Extraction of pH-Dependent DNA-Binding Anti-Tumoral Peptides from Saccharomyces cerevisiae

Abstract

Cancer remains a significant challenge in the field of medicine, primarily due to its inherent plasticity and the development of resistance to conventional therapeutic interventions. Genomic mutations and the activation of oncogenes enable cancer cells to resist senescence and apoptosis, leading to uncontrolled growth with harmful consequences. Small peptides are molecules with interesting anti-tumour properties and represent a valid alternative to conventional treatments. Our group has previously identified a class of small peptides bound to the DNA that can be extracted from the chromatin of various tissues, including wheat germ and trout. These peptide pools have been shown to possess interesting antiproliferative and apoptotic properties, and they are associated with cell cycle regulation. However, given the complexity of the extraction process, it is necessary to identify a substrate that will enable a more efficient extraction of these peptides, while also ensuring a composition that is simple to investigate. The present study developed a method for the extraction of this group of peptides from yeast, and the extract was then tested on cancer cells in order to confirm its anti-tumoral properties. The peptides were obtained from chromatin extracted from Saccharomyces cerevisiae cells through alkalisation and purification by gel filtration chromatography. The extract was tested on HeLa cells to verify its effects on vitality and the cell cycle. The data demonstrate that the chromatographic profile of this peptide extract indicates a more basic composition than the pool extracted from other tissues and exhibits comparable antiproliferative properties. The ability to rapidly obtain a biologically active, analytically accessible, and adequately purified fraction from the widely available substrate Saccharomyces cerevisiae represents a significant advance in the study of these DNA-binding peptides.

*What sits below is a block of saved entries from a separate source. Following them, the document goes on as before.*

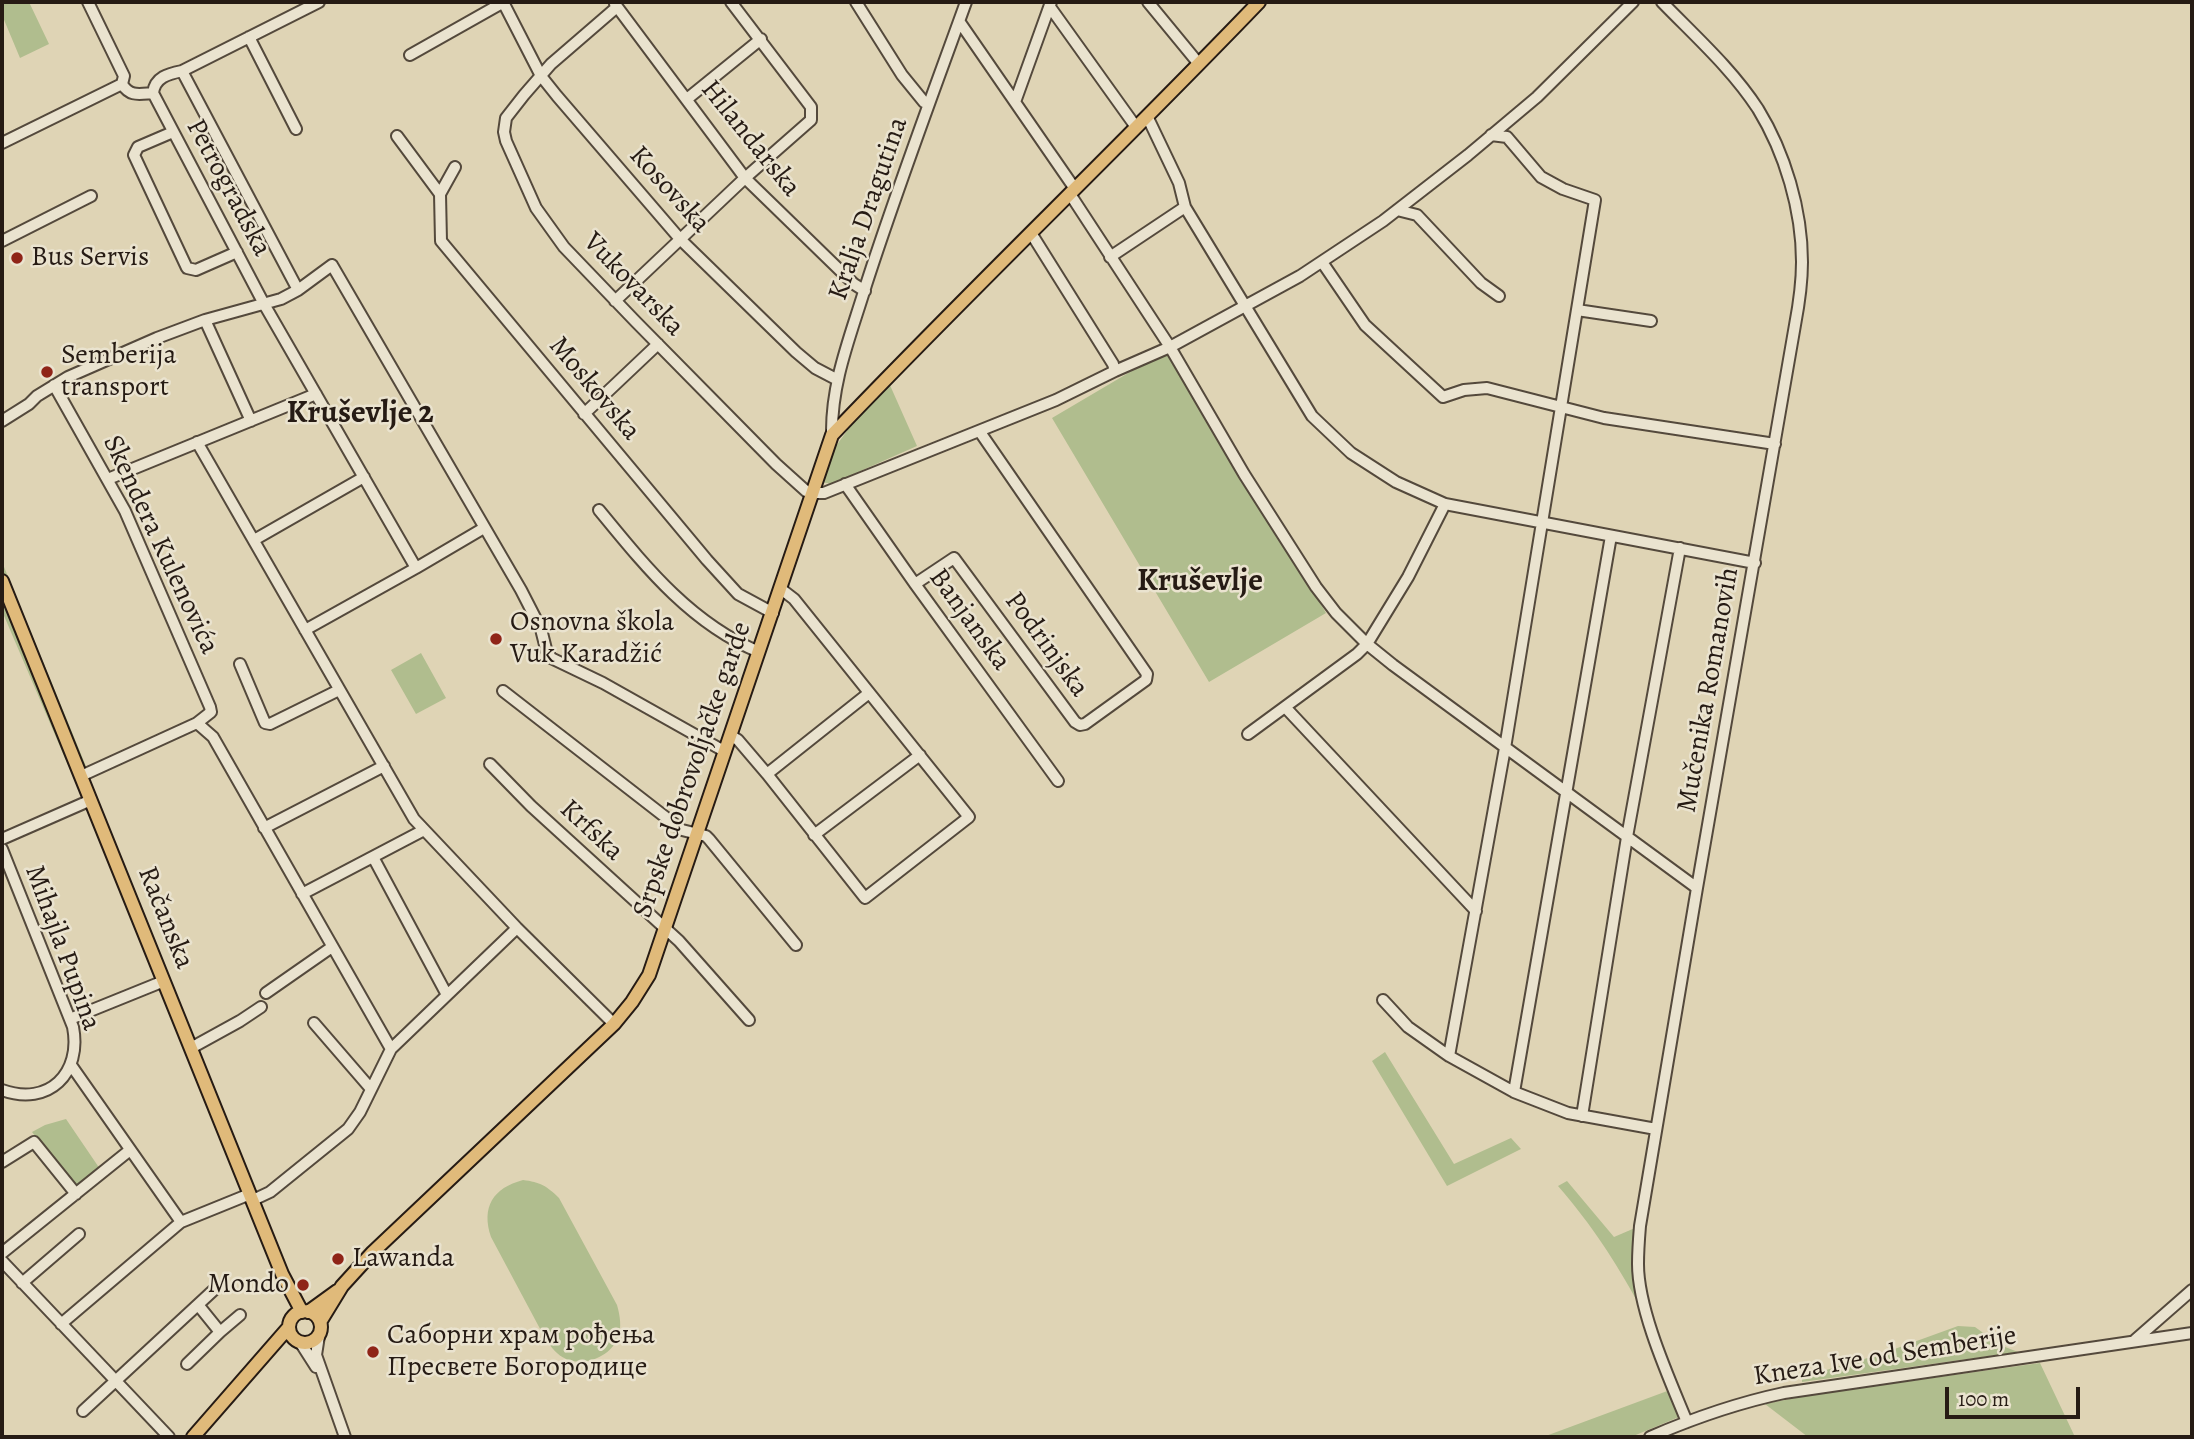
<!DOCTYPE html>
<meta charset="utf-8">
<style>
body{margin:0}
#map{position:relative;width:2194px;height:1439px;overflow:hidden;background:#dfd4b5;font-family:Alegreya,serif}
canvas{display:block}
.frame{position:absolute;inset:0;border:4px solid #261b14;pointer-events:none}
.scale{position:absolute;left:1945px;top:1387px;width:135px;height:32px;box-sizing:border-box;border:4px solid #261b14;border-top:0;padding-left:9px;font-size:21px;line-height:24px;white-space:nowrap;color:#261b14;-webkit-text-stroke:5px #eae3cf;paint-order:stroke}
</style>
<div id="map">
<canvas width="2194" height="1439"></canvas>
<div class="frame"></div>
<div class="scale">100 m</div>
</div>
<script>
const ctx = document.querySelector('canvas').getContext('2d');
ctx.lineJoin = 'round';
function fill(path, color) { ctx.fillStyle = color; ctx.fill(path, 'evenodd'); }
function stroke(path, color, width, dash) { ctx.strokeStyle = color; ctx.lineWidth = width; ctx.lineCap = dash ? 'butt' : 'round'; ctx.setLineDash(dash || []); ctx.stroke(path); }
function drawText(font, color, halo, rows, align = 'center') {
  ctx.font = font + ' Alegreya,serif'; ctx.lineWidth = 5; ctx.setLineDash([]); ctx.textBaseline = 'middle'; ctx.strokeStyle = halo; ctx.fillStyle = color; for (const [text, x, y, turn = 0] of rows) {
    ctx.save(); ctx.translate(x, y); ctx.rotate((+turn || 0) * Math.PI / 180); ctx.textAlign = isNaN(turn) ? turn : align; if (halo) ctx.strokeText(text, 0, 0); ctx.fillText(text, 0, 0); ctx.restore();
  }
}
fill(new Path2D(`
 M2,2H29L49,44L20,58L2,15Z
 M1169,349L1326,613L1209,682L1052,418Z
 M889,383L917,446L831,484L822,482L836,446L862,410Z
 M2,562L88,771L73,777L2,611Z
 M421,653L446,698L416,714L391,670Z
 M1385,1052L1454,1164L1511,1138L1521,1149L1447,1186L1372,1061Z
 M66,1119L100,1169L77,1185L72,1184L32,1132L45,1125Z
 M523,1180C540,1182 547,1186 559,1198L617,1305C620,1315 622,1328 618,1338C610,1357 584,1367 566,1359C557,1355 552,1348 546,1340L491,1237C481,1207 493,1188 523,1180Z
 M1567,1181L1614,1237L1635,1228L1640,1306C1615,1261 1592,1225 1558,1186Z
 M1958,1326L1975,1327L2000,1345L2018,1352L1802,1382V1377L1878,1355Z
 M2040,1363L2075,1437H1808L1765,1404L1809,1395Z
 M1670,1390L1679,1417L1631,1437H1543Z`), '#b0bd8e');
const minor = new Path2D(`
 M88,2L124,76L122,84
 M503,2L541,76L557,96L680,239L796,352L815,368L836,379
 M856,2L902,75L924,102L928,104
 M1148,2L1199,64
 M1662,2C1695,36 1732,69 1758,109C1785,153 1802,210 1802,262C1802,283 1799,304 1795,325L1697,888L1640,1226C1639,1238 1638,1252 1638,1264C1638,1310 1669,1378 1687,1422
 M615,4L745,178L854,284L865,291
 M617,7L551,64L524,95L506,118L504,132L506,141L536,208L564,247L636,322L776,464L806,491L813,493H824L1056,400L1115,371L1170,347L1300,276L1383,221L1468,155L1537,97L1633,2
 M1050,7L1136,127
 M959,21L1075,189
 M249,37L296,129
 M410,55L504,2
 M182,71L298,290
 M122,84C130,97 139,94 153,93
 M687,99L761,39
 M1015,102L1051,2
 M1147,116L1179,183L1185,207
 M173,132L138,147L134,155L187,268L196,270L237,252
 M397,136L440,194
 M2,143L122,84
 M455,167L440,194L441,241L707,560L738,594L773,613
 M1070,194L1170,347L1244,474L1316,587L1336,613L1367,644L1393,665L1697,888
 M1397,210L1417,215L1481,283L1499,296
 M1031,233L1113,364L1115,371
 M2,241L91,196
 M1110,257L1185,207L1312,416L1351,453L1396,482L1445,504L1755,563
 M1322,262L1365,325L1443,397L1464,390L1487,388L1604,418L1775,444
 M615,301L745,178L811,120V107L731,2
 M1577,310L1651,321
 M205,320L251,421
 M54,385L125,511L210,707L211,712L197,723
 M584,414L658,344
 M2,421L29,404L37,396L68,377L157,338L205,320L281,299L298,290L332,265L521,590L541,629L546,649L551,658L603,683L724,751
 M832,435C831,382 851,335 866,285C897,189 932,96 966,2
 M197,442L414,819L517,928L614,1024
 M108,479L316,394
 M845,484L915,584L1058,781
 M599,510C645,566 690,623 759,652
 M254,540L364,477
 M416,568L484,528
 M915,584L954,558L1075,722L1080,725L1085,724L1146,680L1147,674L980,432
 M305,630L416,568L264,304L153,93C155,77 168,74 182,71L319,2
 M240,664L262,716L265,723L270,724L339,690
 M503,691L682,830L706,836L709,839L796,945
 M1285,707L1476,911
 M1248,734L1357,654L1367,644L1408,577L1445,504
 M730,735L738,740L767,774L865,898L969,817L794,599L781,589
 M490,764L531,806L679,941L749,1020
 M767,774L869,693
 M81,776L197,723L213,737L391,1049
 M264,828L384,766
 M814,835L920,755
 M2,839L91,800
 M2,849L73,1027C82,1073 49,1107 2,1090
 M373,857L447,995
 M302,894L424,830
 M266,993L332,947
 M1383,1000L1408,1027L1449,1056L1514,1092L1568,1113L1656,1129
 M70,1019L164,981
 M314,1023L371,1089
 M191,1048L240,1021L261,1007
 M1449,1056L1505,748L1595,200L1563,189L1541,177L1507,137L1491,135
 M71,1065L181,1222
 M1514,1092L1611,536
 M1582,1116L1627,837L1680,548
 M2,1162L34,1142L76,1194
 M253,1200L270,1192L348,1129L360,1112L391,1049L517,928
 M2,1253L130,1150
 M2,1261L169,1437
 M22,1283L79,1234
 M61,1324L181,1222L250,1194
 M220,1332L240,1315
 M319,1336L316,1355L345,1437
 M2135,1340L2192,1290
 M300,1342L316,1367
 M187,1364L220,1332L199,1306
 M83,1411L217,1287
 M1650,1437C1694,1418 1737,1403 1784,1393L2192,1333`);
const major = new Path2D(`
 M2,581L282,1274L302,1312
 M289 1327a16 16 0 1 1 32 0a16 16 0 1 1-32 0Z
 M308,1312L337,1291
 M320,1322L342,1286L373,1252L614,1024L632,1002L649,975L832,435C972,288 1119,148 1259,2
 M193,1437L289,1327`);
stroke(minor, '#54493c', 14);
stroke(major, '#261b14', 16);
stroke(minor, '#eae3cf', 10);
stroke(major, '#e0ba7a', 12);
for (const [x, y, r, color] of [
 [17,258,7,"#8f2418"],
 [47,372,7,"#8f2418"],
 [496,639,7,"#8f2418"],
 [338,1259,7,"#8f2418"],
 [303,1285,7,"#8f2418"],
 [373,1352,7,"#8f2418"]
]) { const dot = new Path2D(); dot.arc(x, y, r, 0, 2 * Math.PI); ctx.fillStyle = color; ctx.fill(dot); stroke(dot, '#eae3cf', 2.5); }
drawText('28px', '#261b14', '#eae3cf', [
 ["Hilandarska",750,139,51],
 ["Petrogradska",228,188,62],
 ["Kosovska",669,190,48],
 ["Kralja Dragutina",869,209,-71],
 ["Vukovarska",633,285,46],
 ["Moskovska",594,389,50],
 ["Skendera Kulenovića",160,545,65],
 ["Banjanska",969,620,54],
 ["Podrinjska",1046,645,54],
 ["Mučenika Romanovih",1709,690,-80],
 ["Srpske dobrovoljačke garde",693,770,-71],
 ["Krfska",591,831,43],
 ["Račanska",165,918,68],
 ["Mihajla Pupina",62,948,70],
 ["Kneza Ive od Semberije",1885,1357,-9]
]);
drawText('28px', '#261b14', '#eae3cf', [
 ["Bus Servis",31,258],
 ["Semberija",61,356],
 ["transport",61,388],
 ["Osnovna škola",510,623],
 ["Vuk Karadžić",510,655],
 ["Lawanda",352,1259],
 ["Mondo",289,1285,"right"],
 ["Саборни храм рођења",387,1336],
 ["Пресвете Богородице",387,1368]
], 'left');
drawText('bold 32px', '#261b14', '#eae3cf', [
 ["Kruševlje 2",360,414],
 ["Kruševlje",1200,582]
]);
</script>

Keywords: DNA damage; anti-tumoral peptide; cancer; cell cycle; drug discovery; peptide extraction; small peptide.

Figure 1

Chromatography profile of YCPE (a) and wheat germ extract (b) on Sephadex G25; the fraction corresponding to Ve/V0 = 2 corresponds to 120–180 mL for YCPE and 90–120 for wheat germ extract. (c) TLC chromatography of the YCPE. Spots 1 and 2 indicate YCPE spots (2.5 and 1 μg/mL), and 3 to 5 indicate the reference standard amino acids (3-serine, 4-threonine, 5-phenylalanine) used as a positive control for ninhydrin staining. Red arrows indicate the spots used for calculate the Rf for sample 1 and 2. Rf for the samples was 0.74 and 0.77 for YCPE 2.5 (1) and 1 μg/mL (2), 0.75 for serine (3), 0.71 for threonine (4), and 0.57 for phenylalanine (5).

Figure 2

(a) Bar plot of MTT viability assay of HeLa cells treated with different concentrations of YCPE. The bars represent the mean values of at least three experiments plus SD. **** p < 0.0001 indicates the significance obtained with Dunnett’s multiple comparison test of treated cells (red) vs. control (dark gray). (b) Representative images of control cells (upper) and cells treated with 6 μg/mL of YCPE (lower). Scale bar: 100 μm.

Figure 3

Bar graph representing the percentage of cells in the various phases of the cell cycle following 24 h of treatment with 1 and 6 μg/mL of YCPE. Each bar represents the percentage change in the number of treated cells compared to the number of cells in the corresponding phase of the cell cycle of the untreated control group. The red dashed line indicates the value 100% as a reference point to facilitate the visualization of the results.